Il Kilimanjaro (5895 m), la vetta più elevata d’Africa, brucia da giorni. Nel tentativo di spegnere l’incendio, scoppiato nella giornata di domenica 11 ottobre nella zona di Whona, in Tanzania, sono impegnati oltre 600 vigili del fuoco e 400 soldati. Senza contare le centinaia di volontari tra residenti e studenti del College of African Wildlife Management, intenti a rifornire le squadre di cibo e acqua.

Whona rappresenta un punto di sosta per i climbers impegnati nel trek di ascesa alla montagna. Si trova infatti tra Mandara Hut (2700 m) e Horombo Hut (3720 m) lungo la Marangu route, la via di salita più turistica.

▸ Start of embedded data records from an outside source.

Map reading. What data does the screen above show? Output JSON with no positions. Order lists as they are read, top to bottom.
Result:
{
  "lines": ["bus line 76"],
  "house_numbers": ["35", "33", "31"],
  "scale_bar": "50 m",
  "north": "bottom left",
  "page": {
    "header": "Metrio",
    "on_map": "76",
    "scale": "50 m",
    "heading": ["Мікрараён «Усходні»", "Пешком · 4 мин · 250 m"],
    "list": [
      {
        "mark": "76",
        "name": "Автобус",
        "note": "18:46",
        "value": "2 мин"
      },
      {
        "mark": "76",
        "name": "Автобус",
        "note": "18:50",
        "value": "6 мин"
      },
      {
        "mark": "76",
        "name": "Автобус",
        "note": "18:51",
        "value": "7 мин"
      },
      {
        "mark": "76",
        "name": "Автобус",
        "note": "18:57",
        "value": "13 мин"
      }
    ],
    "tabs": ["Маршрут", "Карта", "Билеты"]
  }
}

La causa attualmente più probabile del dilagare delle fiamme sembrerebbe essere un fuoco acceso da alcuni portatori per allestire la cena di un gruppo di alpinisti. Le fiamme avrebbero raggiunto accidentalmente erbe e siepi nelle vicinanze  e sarebbero state trasportate per ettari a causa del forte vento. Non si registrano fortunatamente vittime. Come dichiarato da Alex Kisingo, responsabile del College of African Wildlife Management, “il tempo è buono e non c’è vento forte che possa diffondere l’incendio in altre zone

Attraverso un comunicato, le autorità del Parco della Tanzania hanno tenuto a sottolineare di aver preso “tutte le misure per garantire che l’incendio non influisca sulla vita dei turisti, né sulle loro attrezzature e guide turistiche”.